A check floated to the floor.
I ben
t, picked up the scrap of paper, and read the amount. Ten thousand dollars made out to the museum.
Dropping the note and the check on the counter, I picked up the receiver and dialed Grace’s school. “This is Ellison Russell calling. Did Grace Russell arrive safely?”
“She was tardy.”
“But she’s there?”
“Yes, Mrs. Russell, I checked her in myself.”
“Thank you.” The two words didn’t come close to expressing my gratitude or relief.
I hung up the phone and propped myself against the counter.
“She’s at school?” Mother stood in the doorway.
“Yes.”
“Thank heavens.”
“Do you want some coffee?”
“You’re kidding.”
“I never kid about coffee.”
“Do you have anything stronger?”
“Of course.” I poured myself a mug and led Mother to the living room and the liquor. “What will you have?”
“Scotch. Neat.”
I poured the scotch into an old-fashioned glass and held it out to her.
Mother wrapped her fingers around the glass. “You were terrified something happened to Grace. Your blood crystalized. Your heart beat in your ears. Your lungs couldn’t fully inflate.”
“Yes.”
“That’s how I feel whenever you get yourself mixed up in an investigation.”

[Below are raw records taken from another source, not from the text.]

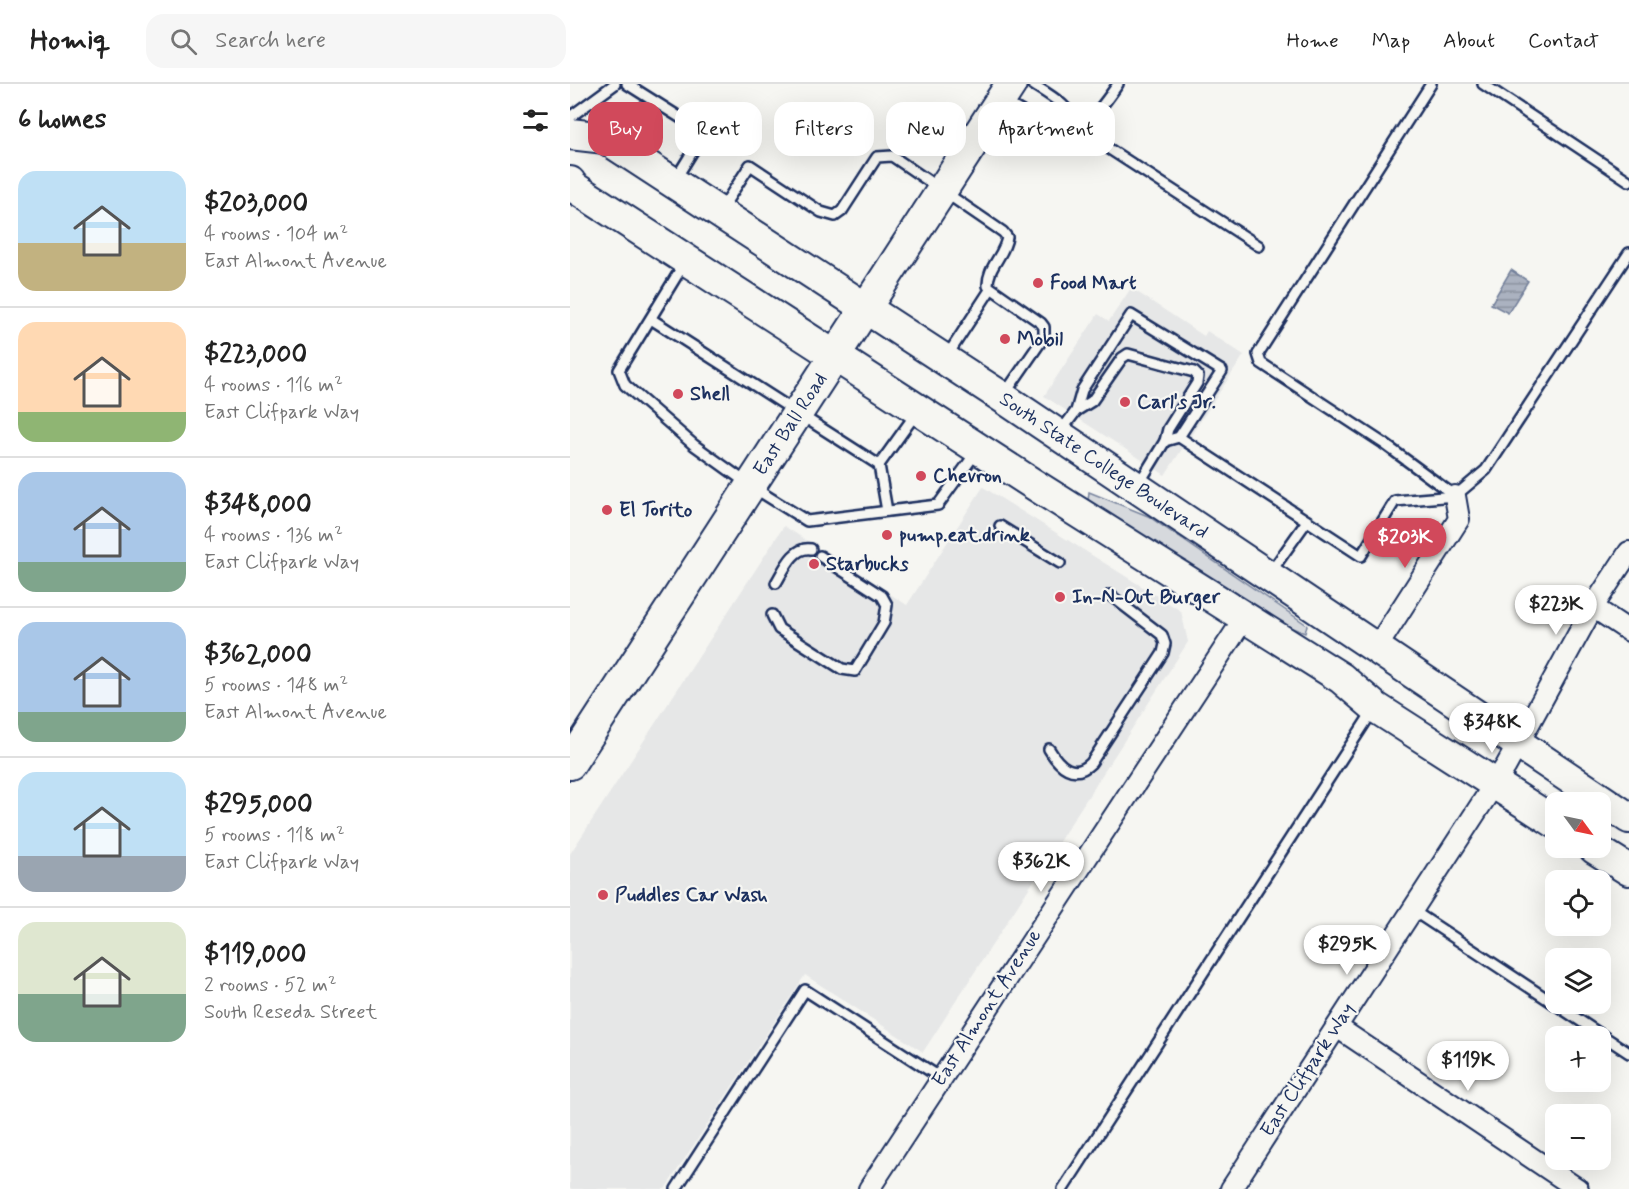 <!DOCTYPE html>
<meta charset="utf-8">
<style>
body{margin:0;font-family:Mynerve,sans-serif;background:#f6f6f6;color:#222;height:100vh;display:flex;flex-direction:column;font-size:22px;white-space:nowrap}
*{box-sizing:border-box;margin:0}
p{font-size:20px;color:#767676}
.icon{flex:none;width:33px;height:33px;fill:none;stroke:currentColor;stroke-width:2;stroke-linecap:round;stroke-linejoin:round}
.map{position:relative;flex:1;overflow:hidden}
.sheet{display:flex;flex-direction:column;background:#fff;width:570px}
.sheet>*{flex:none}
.banner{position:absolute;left:18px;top:18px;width:570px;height:54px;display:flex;gap:12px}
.needle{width:39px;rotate:123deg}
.tools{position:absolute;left:975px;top:708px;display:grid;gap:12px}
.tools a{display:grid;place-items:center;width:66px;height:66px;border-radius:12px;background:#fff;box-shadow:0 6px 24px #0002;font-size:30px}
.price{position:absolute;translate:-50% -51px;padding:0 14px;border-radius:21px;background:#fff;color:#222;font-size:20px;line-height:39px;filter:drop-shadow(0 2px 3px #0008)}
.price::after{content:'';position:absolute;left:50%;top:36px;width:18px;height:14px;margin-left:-9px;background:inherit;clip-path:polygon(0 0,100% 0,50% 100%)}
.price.current{background:#d1495b;color:#fff}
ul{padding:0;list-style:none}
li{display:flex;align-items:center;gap:18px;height:150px;padding:0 18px}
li+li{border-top:2px solid #e0e0e0}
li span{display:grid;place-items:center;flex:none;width:168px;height:120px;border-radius:18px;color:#555}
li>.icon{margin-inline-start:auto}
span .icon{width:72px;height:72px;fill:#fffc;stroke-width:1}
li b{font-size:26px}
h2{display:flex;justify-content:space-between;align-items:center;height:72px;padding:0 18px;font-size:26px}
.tag{padding:0 21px;border-radius:18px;background:#fff;box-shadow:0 6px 24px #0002;font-size:21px;line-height:54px}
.tag.current{background:#d1495b;color:#fff}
header{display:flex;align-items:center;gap:36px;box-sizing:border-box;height:84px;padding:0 30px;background:#fff;border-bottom:2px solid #e0e0e0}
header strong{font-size:28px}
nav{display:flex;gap:33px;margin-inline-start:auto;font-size:21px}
.search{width:420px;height:54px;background:#f6f6f6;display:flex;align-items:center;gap:15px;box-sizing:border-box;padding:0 21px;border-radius:18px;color:#767676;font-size:22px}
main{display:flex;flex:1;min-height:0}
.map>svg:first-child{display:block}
.built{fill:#e6e7e7}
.garden{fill:#d6d9dd;stroke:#78849e;stroke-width:1.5}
.water{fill:url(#water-rules);stroke:#717e99;stroke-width:1.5}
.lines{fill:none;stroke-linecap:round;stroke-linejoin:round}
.service-casing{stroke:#1b2f5e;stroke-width:14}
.minor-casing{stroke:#1b2f5e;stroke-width:24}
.primary-casing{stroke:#1b2f5e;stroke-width:34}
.service{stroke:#f6f6f2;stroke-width:9}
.minor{stroke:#f6f6f2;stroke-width:20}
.primary{stroke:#f6f6f2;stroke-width:30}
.poi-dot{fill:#d1495b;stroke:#f6f6f2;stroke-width:2}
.labels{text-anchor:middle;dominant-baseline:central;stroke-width:4.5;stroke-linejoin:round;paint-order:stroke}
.poi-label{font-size:20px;font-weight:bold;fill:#1b2f5e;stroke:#f6f6f2;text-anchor:start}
.street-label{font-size:20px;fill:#1b2f5e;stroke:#f6f6f2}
</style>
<header>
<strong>Homiq</strong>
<div class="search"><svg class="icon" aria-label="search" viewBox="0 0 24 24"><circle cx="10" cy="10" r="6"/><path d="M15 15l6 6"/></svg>Search here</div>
<nav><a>Home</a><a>Map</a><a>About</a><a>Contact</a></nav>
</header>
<main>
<section class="sheet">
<h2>6 homes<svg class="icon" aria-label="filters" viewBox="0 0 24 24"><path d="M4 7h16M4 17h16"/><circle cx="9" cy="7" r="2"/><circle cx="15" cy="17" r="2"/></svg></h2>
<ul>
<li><span style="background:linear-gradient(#bfe0f5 60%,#c2b280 0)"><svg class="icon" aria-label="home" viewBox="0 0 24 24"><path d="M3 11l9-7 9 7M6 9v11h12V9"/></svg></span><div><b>$203,000</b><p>4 rooms · 104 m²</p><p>East Almont Avenue</p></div></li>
<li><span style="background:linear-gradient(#ffd9b3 75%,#8fb573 0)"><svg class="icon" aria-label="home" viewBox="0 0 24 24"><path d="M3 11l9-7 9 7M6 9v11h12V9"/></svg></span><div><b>$223,000</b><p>4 rooms · 116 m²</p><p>East Clifpark Way</p></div></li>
<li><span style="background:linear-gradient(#a9c7e8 75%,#7fa58c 0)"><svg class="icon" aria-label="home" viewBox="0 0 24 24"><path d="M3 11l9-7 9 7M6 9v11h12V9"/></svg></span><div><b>$348,000</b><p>4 rooms · 136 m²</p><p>East Clifpark Way</p></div></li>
<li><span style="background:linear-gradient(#a9c7e8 75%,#7fa58c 0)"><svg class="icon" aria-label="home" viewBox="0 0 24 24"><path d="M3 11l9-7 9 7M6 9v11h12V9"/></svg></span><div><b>$362,000</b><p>5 rooms · 148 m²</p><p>East Almont Avenue</p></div></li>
<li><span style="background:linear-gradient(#bfe0f5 70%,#9aa5b1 0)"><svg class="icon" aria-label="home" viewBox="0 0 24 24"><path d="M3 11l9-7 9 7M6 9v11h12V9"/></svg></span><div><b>$295,000</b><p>5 rooms · 118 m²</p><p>East Clifpark Way</p></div></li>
<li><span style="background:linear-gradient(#dfe7d0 60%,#7fa58c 0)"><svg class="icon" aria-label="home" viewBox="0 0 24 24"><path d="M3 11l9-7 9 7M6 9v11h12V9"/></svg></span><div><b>$119,000</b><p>2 rooms · 52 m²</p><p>South Reseda Street</p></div></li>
</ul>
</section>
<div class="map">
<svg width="1059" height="1105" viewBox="0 0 1059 1105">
<defs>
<pattern id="water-rules" width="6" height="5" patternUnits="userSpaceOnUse" patternTransform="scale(1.5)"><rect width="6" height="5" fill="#abb2c0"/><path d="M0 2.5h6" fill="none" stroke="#8a919f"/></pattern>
</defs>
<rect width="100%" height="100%" fill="#f6f6f2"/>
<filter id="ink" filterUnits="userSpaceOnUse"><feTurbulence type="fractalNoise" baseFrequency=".0167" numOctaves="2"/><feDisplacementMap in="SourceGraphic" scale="12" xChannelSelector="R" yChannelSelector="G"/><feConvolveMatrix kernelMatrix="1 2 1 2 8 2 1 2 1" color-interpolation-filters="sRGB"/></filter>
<g filter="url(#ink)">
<g class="built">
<polygon points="561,204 634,252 637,247 674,271 595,391 474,312 528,230 539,237"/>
<polygon points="413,403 611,527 618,558 353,968 235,891 95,1105 0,1105 0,770 214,442 337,521"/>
</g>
<polygon class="garden" points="519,408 578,432 737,541 735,549 717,542 518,417"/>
<polygon class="water" points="941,186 958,197 938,229 921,220"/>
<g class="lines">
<g class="service-casing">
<g id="service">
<polyline points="57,0 122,41 129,49 129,57 105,96"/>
<path d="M462 0C483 13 500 22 510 46L689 162"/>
<polyline points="861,0 688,270 691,279 813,359 885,412"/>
<polyline points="913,0 1059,97"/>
<path d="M435 18C497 54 504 64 548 0"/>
<polyline points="0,33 45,0"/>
<path d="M151 126 180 81 251 128 265 132 272 127 307 73 322 72 433 148 437 153C435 171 417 183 418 202L471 239 474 243V253L434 311"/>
<polyline points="115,178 49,286 55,301 124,361 181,402 237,437 368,421 407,367"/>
<polyline points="81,235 309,381 347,328"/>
<polyline points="377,272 420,206"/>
<polyline points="506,327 522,317 552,274 558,270 624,288 628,292 627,299 598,345 595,357"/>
<polyline points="491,347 506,327 512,306 561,231 652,287 609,353 595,357 568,401"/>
<polyline points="609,353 791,472 825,417 885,412 916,386 1059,169"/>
<polyline points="309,381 317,427"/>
<polyline points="430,442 490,479"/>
<polyline points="700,489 737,437"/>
<path d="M206 499C214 486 223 462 241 465"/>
<polyline points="202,531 209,545 272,585 285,587 314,539 317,521 312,512 250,472"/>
<path d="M479 665C489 682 504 696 521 679L593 569 595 560 592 551 540 511"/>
<polyline points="842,826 1059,969"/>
<polyline points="106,1105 235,906 371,994"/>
<polyline points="493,1105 802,628"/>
</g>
</g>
<g class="minor-casing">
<g id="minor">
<polyline points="1023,523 1059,547"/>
<polyline points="807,563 889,435 885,412"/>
<polyline points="767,943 1008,1105"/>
<polyline points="299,1105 675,533"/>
<polyline points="661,1105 936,682 1023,523 1059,468"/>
</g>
</g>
<g class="primary-casing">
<g id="primary">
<path id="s1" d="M0 50 35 54 432 313 1059 734"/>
<polyline points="0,98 2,102 460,398 771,594 805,623 986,739"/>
<path id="s2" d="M0 680 441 0"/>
<polyline points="1024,764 1059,786"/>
</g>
</g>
<use href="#service" class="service"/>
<use href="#minor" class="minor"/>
<use href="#primary" class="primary"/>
</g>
</g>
<g class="poi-dot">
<circle cx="468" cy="199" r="6"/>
<circle cx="435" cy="255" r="6"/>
<circle cx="108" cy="310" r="6"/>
<circle cx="555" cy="318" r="6"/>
<circle cx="351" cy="392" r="6"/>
<circle cx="37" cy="426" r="6"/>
<circle cx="317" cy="451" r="6"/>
<circle cx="244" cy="480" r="6"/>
<circle cx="490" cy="513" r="6"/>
<circle cx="33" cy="811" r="6"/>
</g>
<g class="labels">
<g class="poi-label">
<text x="480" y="199">Food Mart</text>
<text x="447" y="255">Mobil</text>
<text x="120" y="310">Shell</text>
<text x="567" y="318">Carl's Jr.</text>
<text x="363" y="392">Chevron</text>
<text x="49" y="426">El Torito</text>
<text x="329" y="451">pump.eat.drink</text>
<text x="256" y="480">Starbucks</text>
<text x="502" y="513">In-N-Out Burger</text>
<text x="45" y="811">Puddles Car Wash</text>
</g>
<g class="street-label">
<text stroke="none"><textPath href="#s2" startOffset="405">East Ball Road</textPath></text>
<text stroke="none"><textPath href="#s1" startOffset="632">South State College Boulevard</textPath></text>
<text transform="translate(417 924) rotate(-57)">East Almont Avenue</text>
<text transform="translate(738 986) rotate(-57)">East Clifpark Way</text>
</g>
</g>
</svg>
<div class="tools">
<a><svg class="needle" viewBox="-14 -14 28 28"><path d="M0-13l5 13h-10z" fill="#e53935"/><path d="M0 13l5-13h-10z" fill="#767676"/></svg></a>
<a><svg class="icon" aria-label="locate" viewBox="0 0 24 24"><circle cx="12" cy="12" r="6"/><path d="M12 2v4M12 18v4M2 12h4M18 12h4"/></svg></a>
<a><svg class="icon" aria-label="layers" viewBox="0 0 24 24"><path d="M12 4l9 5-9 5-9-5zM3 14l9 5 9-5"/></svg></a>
<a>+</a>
<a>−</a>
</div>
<b class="price current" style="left:835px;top:485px">$203K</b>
<b class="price" style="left:986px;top:552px">$223K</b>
<b class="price" style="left:922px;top:670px">$348K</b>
<b class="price" style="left:471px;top:809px">$362K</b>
<b class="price" style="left:777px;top:892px">$295K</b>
<b class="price" style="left:898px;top:1008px">$119K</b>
<div class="banner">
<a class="tag current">Buy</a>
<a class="tag">Rent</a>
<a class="tag">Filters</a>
<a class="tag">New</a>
<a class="tag">Apartment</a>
</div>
</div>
</main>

Her revelation froze the coffee cup halfway to my lips. “I didn’t know. I’m sorry.”
Mother eyed me over the rim of her glass. “Sorry means you won’t do it again.”
“I’ll try not to.” I meant what I said. I did. But my best intentions had a way of crumbling to dust.
She sighed as if she’d followed my thoughts’ trail. Then she drank. Deeply. “Drinking in the morning. You and Libba are a bad influence.”
“I offered coffee.”
“I was held at gunpoint. I deserve a scotch.”
“I’m not arguing that.”
Mother sipped again. Her glass was almost empty. “You were—” she searched for a word “—resourceful. That frying pan was a good idea.”
“It was heavy. I should have found a candlestick.” I glanced down at my mug. The level of coffee was alarmingly low. “I was in the garage for five minutes, Mother. What happened?”
“I found one of Lark Flournoy’s journals shoved in a kitchen drawer. Someone had tried to burn it.”